National Institutes of Health researchers and their collaborators identified 13 new gene regions that influence cholesterol levels, some of which affected people differently if they are smokers or former smokers. Published March 29, 2019, in Nature Genetics, this is one of the largest study of lipids (a fat or fat-like substance in the blood) in people of African ancestry.
The researchers investigated whether smoking affected the relationship between an individual's gene variants and their lipids. Lipids consist of low-density lipoproteins (LDL), high-density lipoproteins (HDL) and triglycerides. LDL is sometimes called "bad" cholesterol because it blocks blood vessels and increases a person's risk of heart disease.
"This study is important because it shows that accounting for a lifestyle factor like smoking in an analysis can help identify new regions of the genome that affect lipids," said Amy R. Bentley, Ph.D., the study's lead author and a staff scientist at the National Human Genome Research Institute's Center for Research on Genomics and Global Health (CRGGH). "This discovery will increase our understanding of the biology of lipids and may eventually suggest new potential treatments and preventive approaches for unhealthy cholesterol levels."
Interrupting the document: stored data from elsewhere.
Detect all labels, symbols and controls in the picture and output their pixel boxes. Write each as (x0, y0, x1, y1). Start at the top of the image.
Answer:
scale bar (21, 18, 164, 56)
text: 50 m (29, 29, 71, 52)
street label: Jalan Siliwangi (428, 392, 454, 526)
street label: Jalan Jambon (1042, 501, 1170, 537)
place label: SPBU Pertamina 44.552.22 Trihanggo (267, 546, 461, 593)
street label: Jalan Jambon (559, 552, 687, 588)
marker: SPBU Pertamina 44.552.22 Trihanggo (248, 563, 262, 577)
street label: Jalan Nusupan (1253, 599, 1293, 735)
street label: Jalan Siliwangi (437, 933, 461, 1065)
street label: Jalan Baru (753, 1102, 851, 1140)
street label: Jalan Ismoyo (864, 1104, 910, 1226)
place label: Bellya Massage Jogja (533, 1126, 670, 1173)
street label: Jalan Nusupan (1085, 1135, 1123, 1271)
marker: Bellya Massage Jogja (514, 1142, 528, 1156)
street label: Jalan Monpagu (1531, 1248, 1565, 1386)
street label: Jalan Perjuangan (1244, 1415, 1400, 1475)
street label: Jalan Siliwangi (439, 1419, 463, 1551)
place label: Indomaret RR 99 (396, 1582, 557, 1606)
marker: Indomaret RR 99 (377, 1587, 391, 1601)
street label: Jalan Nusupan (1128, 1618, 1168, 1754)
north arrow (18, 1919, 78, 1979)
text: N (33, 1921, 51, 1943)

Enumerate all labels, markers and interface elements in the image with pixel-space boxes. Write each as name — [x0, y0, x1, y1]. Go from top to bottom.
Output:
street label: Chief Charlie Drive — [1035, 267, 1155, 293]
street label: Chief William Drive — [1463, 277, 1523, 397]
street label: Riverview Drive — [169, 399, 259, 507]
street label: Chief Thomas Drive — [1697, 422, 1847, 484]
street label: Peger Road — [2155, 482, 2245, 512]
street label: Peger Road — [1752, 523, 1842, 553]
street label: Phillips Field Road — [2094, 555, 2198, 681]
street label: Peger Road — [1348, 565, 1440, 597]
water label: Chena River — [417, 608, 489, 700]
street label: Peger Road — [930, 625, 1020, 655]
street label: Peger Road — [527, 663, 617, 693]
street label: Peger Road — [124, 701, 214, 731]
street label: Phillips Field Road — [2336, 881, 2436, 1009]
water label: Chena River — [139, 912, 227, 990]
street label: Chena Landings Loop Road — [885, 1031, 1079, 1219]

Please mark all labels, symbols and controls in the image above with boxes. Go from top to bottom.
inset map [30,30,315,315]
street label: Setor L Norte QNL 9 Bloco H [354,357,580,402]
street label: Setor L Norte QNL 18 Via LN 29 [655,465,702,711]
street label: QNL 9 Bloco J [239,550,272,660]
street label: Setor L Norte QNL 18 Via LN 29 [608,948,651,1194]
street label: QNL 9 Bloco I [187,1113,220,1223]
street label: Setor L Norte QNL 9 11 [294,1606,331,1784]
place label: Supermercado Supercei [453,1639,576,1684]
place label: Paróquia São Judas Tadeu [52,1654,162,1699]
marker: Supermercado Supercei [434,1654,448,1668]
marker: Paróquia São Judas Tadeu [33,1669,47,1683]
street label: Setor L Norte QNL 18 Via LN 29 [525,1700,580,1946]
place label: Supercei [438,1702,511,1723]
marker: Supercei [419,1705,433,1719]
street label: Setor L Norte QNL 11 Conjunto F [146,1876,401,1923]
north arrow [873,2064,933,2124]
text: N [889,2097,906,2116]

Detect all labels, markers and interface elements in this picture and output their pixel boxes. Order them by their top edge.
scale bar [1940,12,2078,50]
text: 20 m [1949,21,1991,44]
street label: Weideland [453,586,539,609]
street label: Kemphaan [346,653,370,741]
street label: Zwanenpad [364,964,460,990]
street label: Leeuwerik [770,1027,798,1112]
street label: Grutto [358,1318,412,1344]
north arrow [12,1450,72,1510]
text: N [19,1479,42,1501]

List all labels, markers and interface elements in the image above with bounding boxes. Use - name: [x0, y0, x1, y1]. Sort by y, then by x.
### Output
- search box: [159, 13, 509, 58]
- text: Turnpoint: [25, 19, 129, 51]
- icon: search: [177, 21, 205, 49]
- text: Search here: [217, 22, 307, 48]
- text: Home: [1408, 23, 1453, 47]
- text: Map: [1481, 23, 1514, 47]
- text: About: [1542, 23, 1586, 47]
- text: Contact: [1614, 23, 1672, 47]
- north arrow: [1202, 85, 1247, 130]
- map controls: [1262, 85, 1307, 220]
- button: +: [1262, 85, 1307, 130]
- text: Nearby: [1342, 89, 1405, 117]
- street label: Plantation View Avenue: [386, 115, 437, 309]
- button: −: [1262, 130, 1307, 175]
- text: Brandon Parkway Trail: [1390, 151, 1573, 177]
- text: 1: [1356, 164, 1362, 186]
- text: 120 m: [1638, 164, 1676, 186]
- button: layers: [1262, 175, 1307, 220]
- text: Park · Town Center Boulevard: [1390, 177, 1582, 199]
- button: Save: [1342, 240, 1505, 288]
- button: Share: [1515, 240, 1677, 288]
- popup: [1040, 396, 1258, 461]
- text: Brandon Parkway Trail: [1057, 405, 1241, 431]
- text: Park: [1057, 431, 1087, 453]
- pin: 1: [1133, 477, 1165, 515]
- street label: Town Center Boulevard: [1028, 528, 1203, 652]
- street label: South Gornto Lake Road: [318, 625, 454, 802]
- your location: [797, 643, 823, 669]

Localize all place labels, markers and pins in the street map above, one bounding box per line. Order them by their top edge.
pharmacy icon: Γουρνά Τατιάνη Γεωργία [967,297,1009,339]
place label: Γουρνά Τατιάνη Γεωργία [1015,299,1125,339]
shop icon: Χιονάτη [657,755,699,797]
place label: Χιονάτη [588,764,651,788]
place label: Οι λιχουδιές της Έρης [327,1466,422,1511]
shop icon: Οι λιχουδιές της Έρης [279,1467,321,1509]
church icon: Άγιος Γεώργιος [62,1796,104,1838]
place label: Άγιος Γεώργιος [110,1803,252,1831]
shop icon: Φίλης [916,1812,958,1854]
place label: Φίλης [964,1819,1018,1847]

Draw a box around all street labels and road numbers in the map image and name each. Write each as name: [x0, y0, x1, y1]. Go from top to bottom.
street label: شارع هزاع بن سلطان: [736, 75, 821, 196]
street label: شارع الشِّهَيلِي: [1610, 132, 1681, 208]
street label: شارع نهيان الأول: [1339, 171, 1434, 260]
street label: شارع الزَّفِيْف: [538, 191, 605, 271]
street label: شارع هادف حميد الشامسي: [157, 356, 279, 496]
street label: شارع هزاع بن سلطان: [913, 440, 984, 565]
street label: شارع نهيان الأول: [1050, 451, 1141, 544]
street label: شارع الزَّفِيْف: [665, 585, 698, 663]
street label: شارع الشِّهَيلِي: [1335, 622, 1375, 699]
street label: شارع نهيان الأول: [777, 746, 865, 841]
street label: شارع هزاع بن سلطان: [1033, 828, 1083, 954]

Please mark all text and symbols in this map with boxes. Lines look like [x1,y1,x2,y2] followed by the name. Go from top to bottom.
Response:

The researchers made a concerted effort to include many people of non-European ancestry since there are too few genomics studies of diverse people. Of the 133,805 total participants in the study's first stage, 23,753 were of African descent. Of the 253,467 total participants in the second stage, 30,970 people were of African descent. This study is one of the largest of lipids in terms of number of participants with African ancestry. This enabled researchers to find new gene regions associated with lipids that could not be found in previous studies of mostly Europeans because the DNA variations are only found in people with African ancestry. However, researchers found that they still did not have a large enough numbers of African ancestry participants for some analyses and expect that larger samples will lead to more new findings. Europeans, Asians, Hispanics and Brazilians were also included in the study's 126 groups.
In addition to the need for participant diversity, detecting gene-lifestyle interactions requires massive amounts of data. Researchers from more than 200 institutions around the world assembled data on nearly 400,000 individuals to search for how genes interact with smoking in the context of lipid levels. The researchers are part of the Cohorts for Heart and Aging Research in Genomic Epidemiology (CHARGE), which facilitates genome-wide association studies. A genome-wide association study involves scanning the complete sets of DNA, or genomes, of many people to find gene variations associated with a particular disease. The bigger the study group, the more genomic markers can be identified.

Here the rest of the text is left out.